Joseph Clifton Smith, a man who says he is intellectually disabled, has sat on Alabama's death row for more than a year waiting to find out if the Supreme Court will greenlight his execution.
Smith’s case, Hamm v. Smith, arrived at the high court in August 2023. Since then, the justices have met more than two dozen times and each time they’ve put the decision on the case off until a future meeting, reports Vox.
Following Eighth Amendment cases closely, it’s easy to see how the Hamm case could open up all kinds of internal rifts among the justices.
The Eighth Amendment, with its vague ban on “cruel and unusual punishments,” is at the center of the Hamm case because, for decades, the Court has held this amendment forbids executions of intellectually disabled offenders (and offenders who commit a crime while they are juveniles).
The idea is that both groups have diminished mental capacity, at least compared to non-disabled adults, and thus bear less moral responsibility even for homicide crimes.
That idea has long been contested by the Court’s ideological factions, and the Hamm case potentially reopens up all of the Court’s issues with the amendment at once. In the worst-case scenario for criminal defendants, the justices could overrule more than 60 years of precedents protecting against excessive punishments.
In Atkins v. Virginia (2002) and Roper v. Simmons (2005), a coalition of Democratic and moderate Republican justices handed down decisions that barred youths and people who are intellectually disabled from being executed. Those majority decisions came down over bitter dissents from the Court’s right flank, which now has a supermajority on the Supreme Court.
At least some of the current Court’s Republicans seem eager to use their supermajority to blow up those two cases (and pretty much everything the Court has said about the Eighth Amendment in decades). So it’s possible that the Court is fighting over what to do with the Hamm case because many of the justices want a wholesale revolution in Eighth Amendment law.
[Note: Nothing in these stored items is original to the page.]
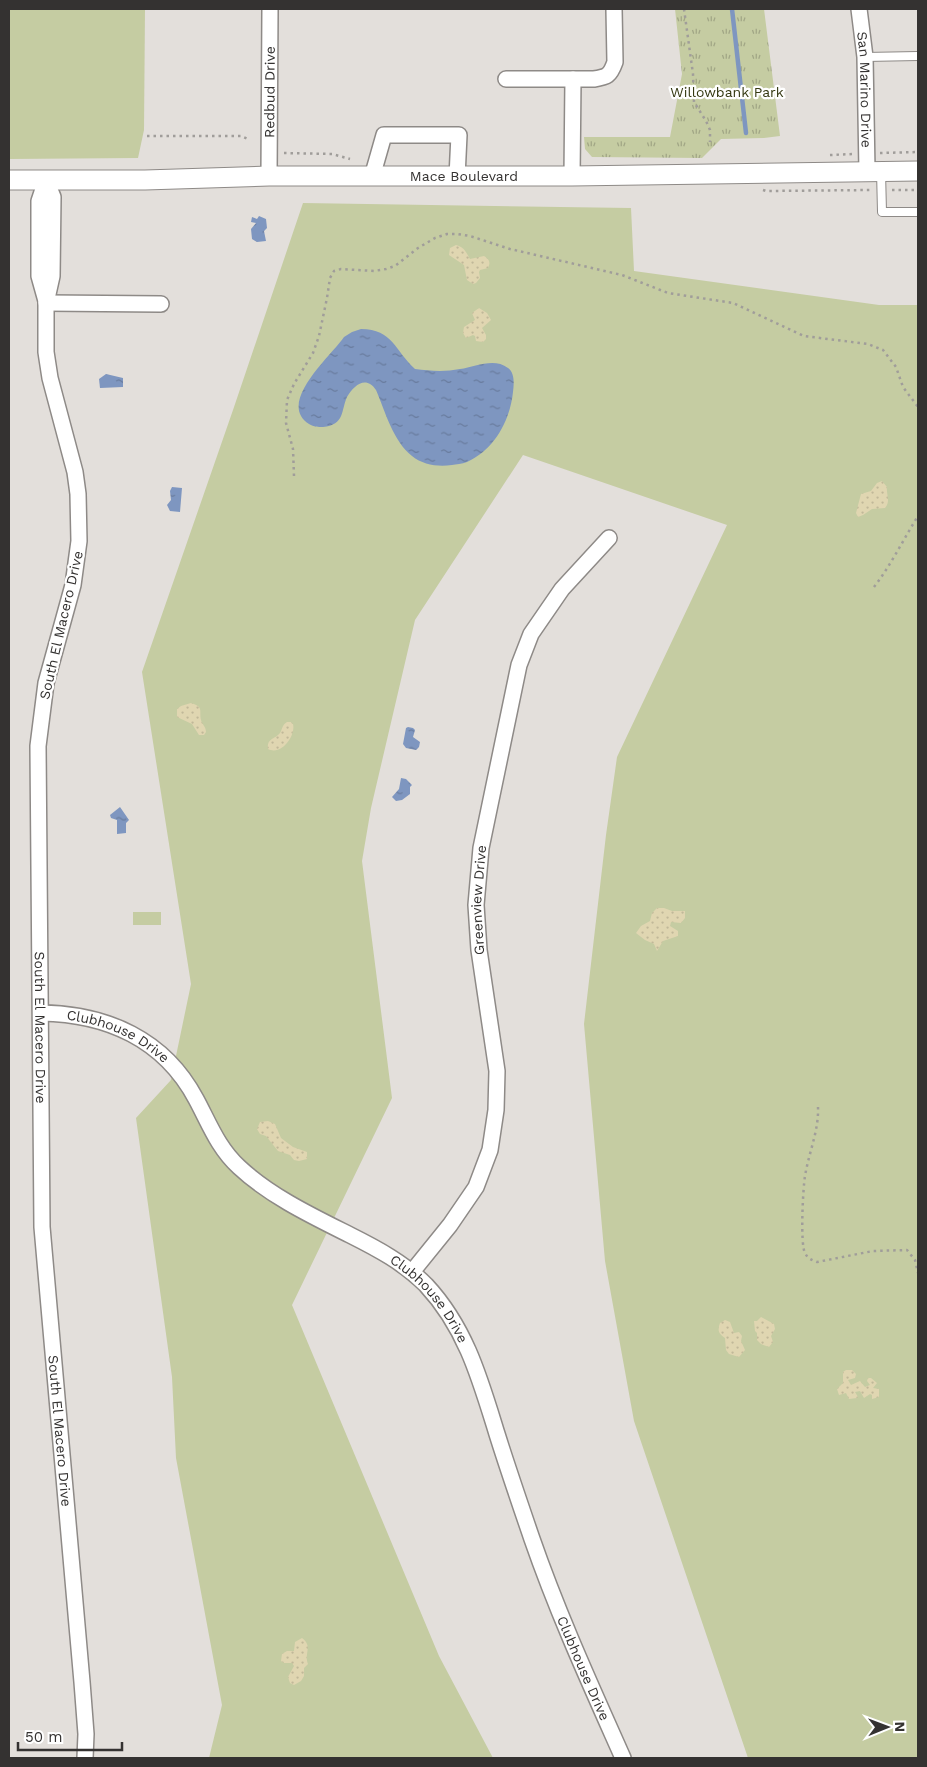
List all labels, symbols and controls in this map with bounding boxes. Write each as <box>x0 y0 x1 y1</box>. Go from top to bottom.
street label: San Marino Drive <box>854 31 875 148</box>
street label: Redbud Drive <box>261 46 278 138</box>
park label: Willowbank Park <box>670 84 784 100</box>
street label: Mace Boulevard <box>410 168 518 184</box>
street label: South El Macero Drive <box>36 549 86 701</box>
street label: Greenview Drive <box>468 844 489 955</box>
street label: South El Macero Drive <box>32 951 49 1104</box>
street label: Clubhouse Drive <box>66 1007 173 1066</box>
street label: Clubhouse Drive <box>387 1251 471 1345</box>
street label: South El Macero Drive <box>45 1354 75 1507</box>
street label: Clubhouse Drive <box>554 1614 613 1723</box>
north arrow <box>862 1702 912 1752</box>
scale bar <box>18 1720 121 1752</box>
text: N <box>892 1721 908 1732</box>
text: 50 m <box>25 1728 62 1746</box>

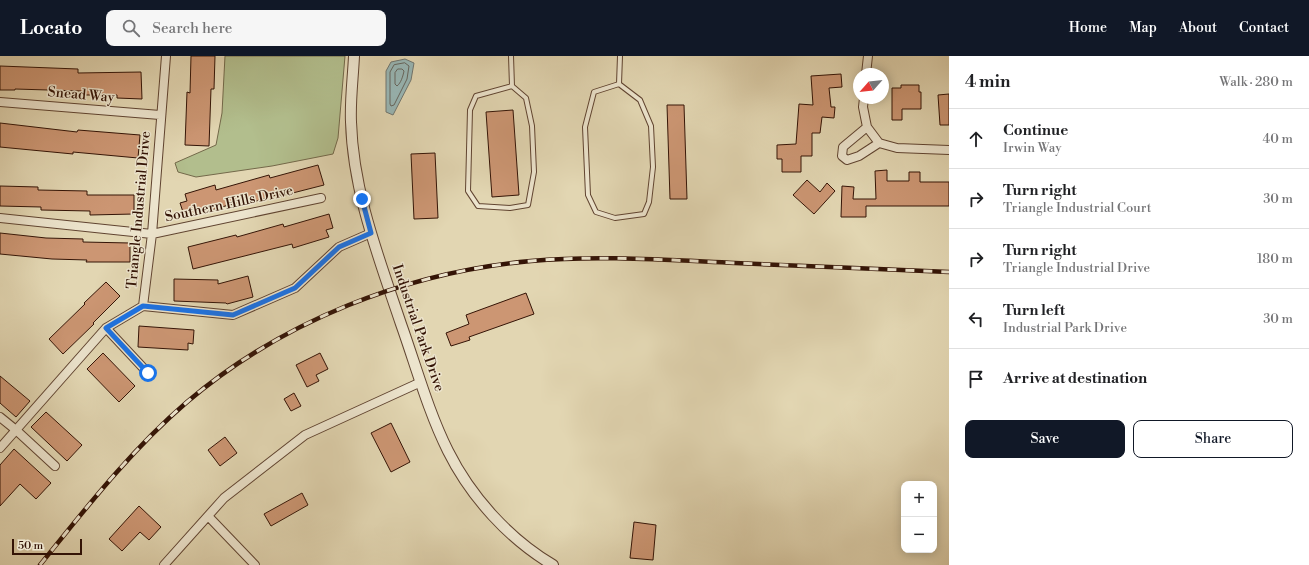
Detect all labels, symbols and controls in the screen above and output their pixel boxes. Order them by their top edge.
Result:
search box [106,10,386,46]
text: Locato [20,16,82,40]
icon: search [120,17,142,39]
text: Search here [152,19,232,38]
text: Home [1069,19,1107,37]
text: Map [1129,19,1157,37]
text: About [1179,19,1217,37]
text: Contact [1239,19,1289,37]
north arrow [853,68,889,104]
text: 4 min [965,71,1010,93]
text: Walk · 280 m [1219,74,1293,90]
street label: Snead Way [47,83,115,107]
text: Continue [1003,121,1068,140]
icon: ahead [965,128,987,150]
street label: Triangle Industrial Drive [123,130,155,290]
text: 40 m [1263,131,1293,147]
text: Irwin Way [1003,140,1061,156]
text: Turn right [1003,181,1077,200]
street label: Southern Hills Drive [163,182,295,226]
icon: right [965,188,987,210]
route end [353,190,371,208]
text: 30 m [1263,191,1293,207]
text: Triangle Industrial Court [1003,200,1151,216]
text: Turn right [1003,241,1077,260]
icon: right [965,248,987,270]
text: 180 m [1257,251,1293,267]
text: Triangle Industrial Drive [1003,260,1150,276]
street label: Industrial Park Drive [388,262,448,394]
text: Turn left [1003,301,1065,320]
icon: left [965,308,987,330]
text: 30 m [1263,311,1293,327]
text: Industrial Park Drive [1003,320,1127,336]
route start [139,364,157,382]
icon: arrive [965,368,987,390]
text: Arrive at destination [1003,369,1147,388]
button: Save [965,420,1125,458]
button: Share [1133,420,1293,458]
map controls [901,481,937,553]
button: + [901,481,937,517]
button: − [901,517,937,553]
scale bar [12,537,82,556]
text: 50 m [18,539,43,553]

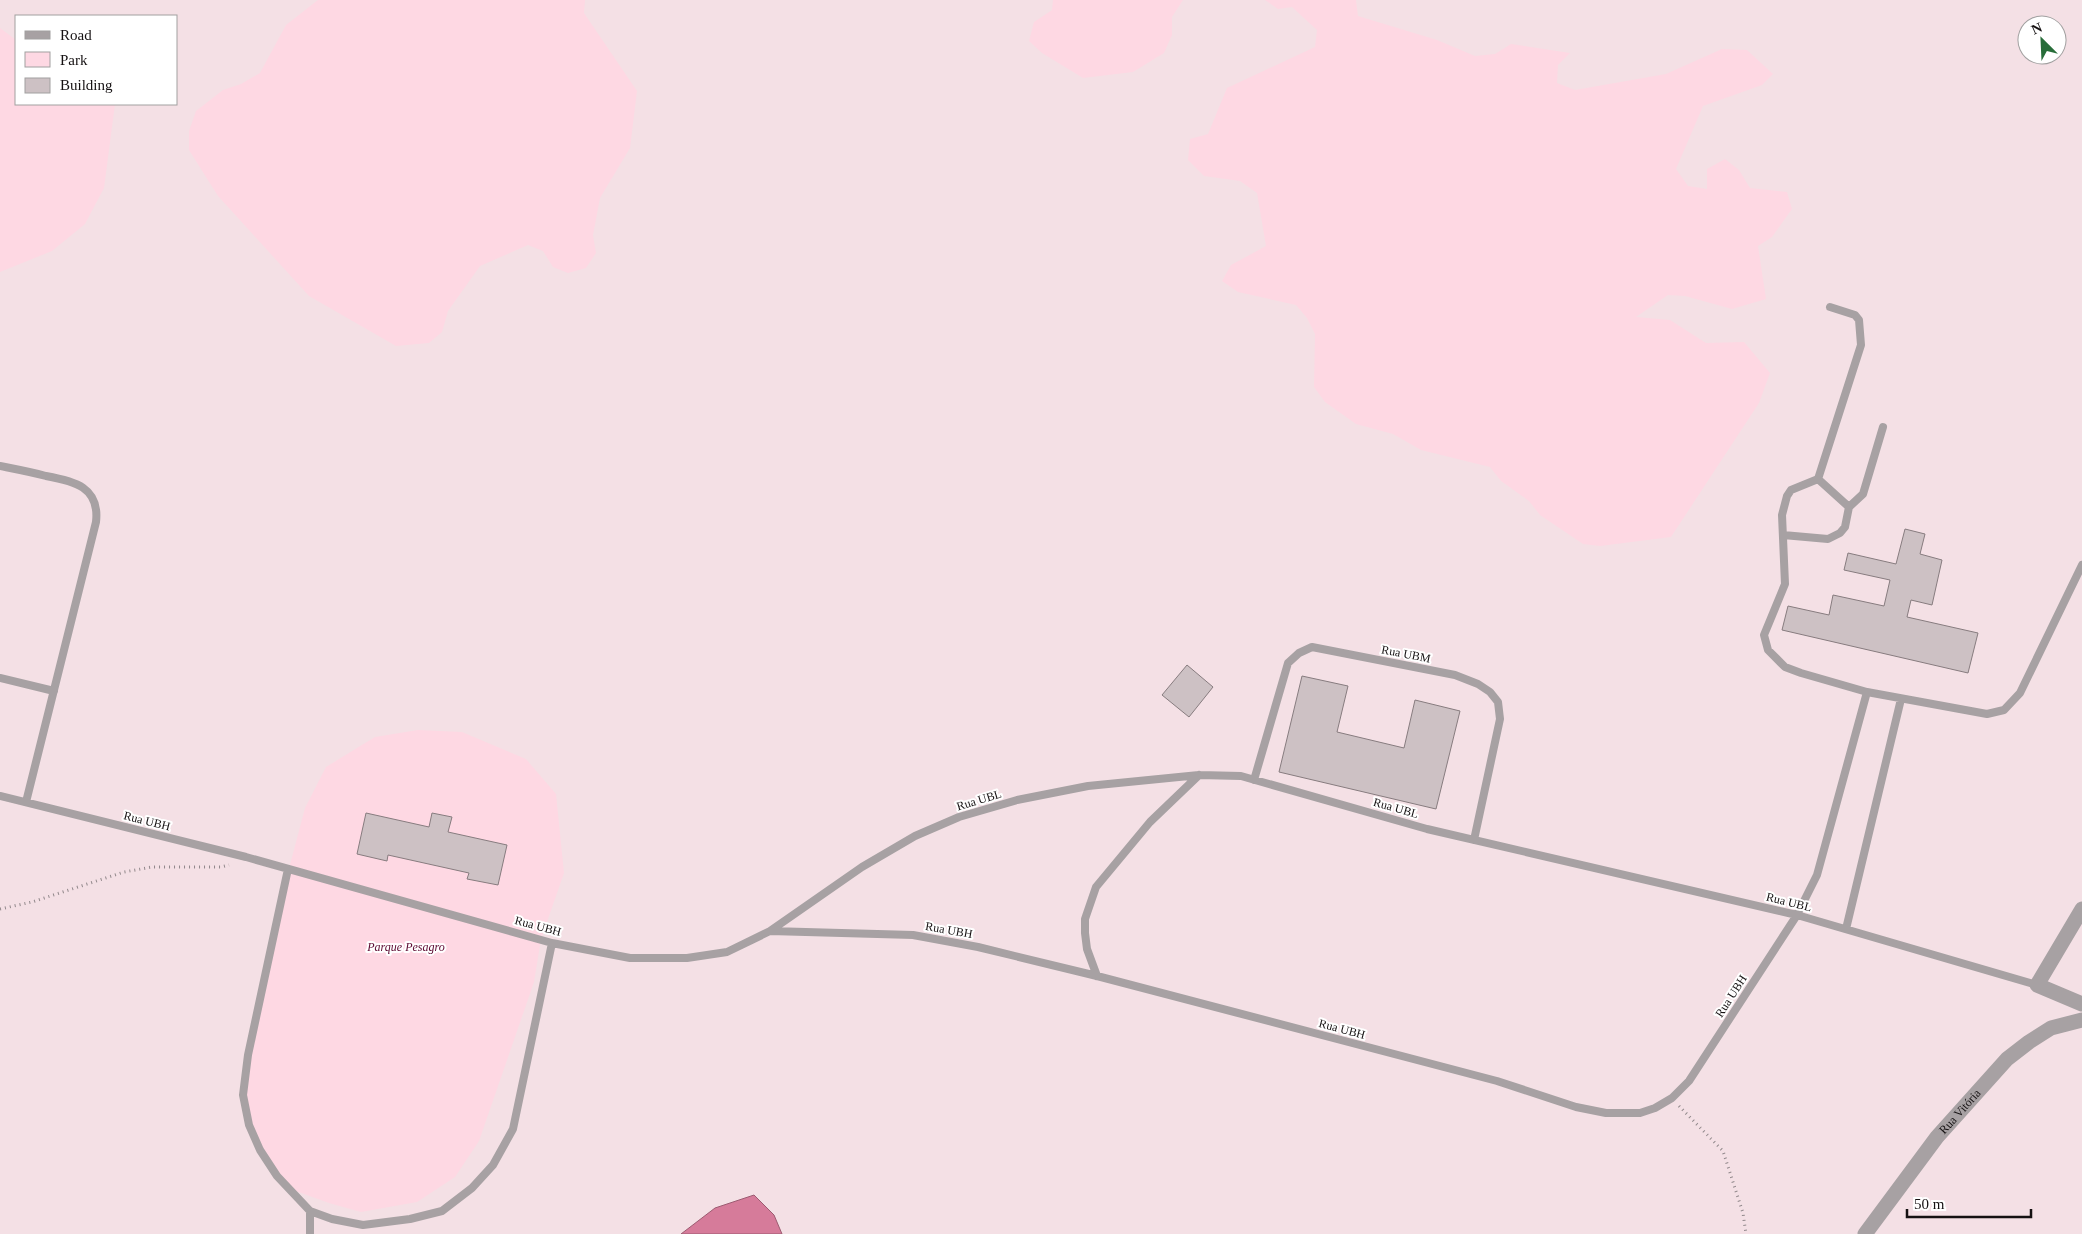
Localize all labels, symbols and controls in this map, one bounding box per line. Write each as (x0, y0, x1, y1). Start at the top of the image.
legend (15, 15, 178, 105)
north arrow (2017, 15, 2067, 65)
text: N (2029, 20, 2045, 37)
text: Road (60, 27, 92, 43)
text: Park (60, 52, 88, 68)
text: Building (60, 77, 113, 93)
street label: Rua UBM (1380, 642, 1432, 666)
street label: Rua UBL (955, 787, 1003, 813)
street label: Rua UBL (1372, 795, 1420, 821)
street label: Rua UBH (122, 808, 172, 834)
street label: Rua UBL (1765, 890, 1813, 914)
street label: Rua UBH (513, 913, 563, 939)
street label: Rua UBH (924, 919, 974, 941)
park label: Parque Pesagro (366, 940, 445, 954)
street label: Rua UBH (1712, 972, 1750, 1020)
street label: Rua UBH (1317, 1016, 1367, 1042)
street label: Rua Vitória (1936, 1086, 1984, 1137)
scale bar (1907, 1186, 2031, 1218)
text: 50 m (1914, 1196, 1945, 1212)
The Hamm case has been "relisted" in every single private conference since the justices first discussed it on October 27, 2023. That is highly unusual. Iit suggests that some particularly bitter internal negotiations are ongoing.
Hamm involves a question that would arise once the Court decided Atkins — though it is unconstitutional to execute intellectually disabled offenders, there will always be some offenders who are on the borderline of what mental health professionals consider an intellectual disability. The question before the Court is what to do with these borderline cases.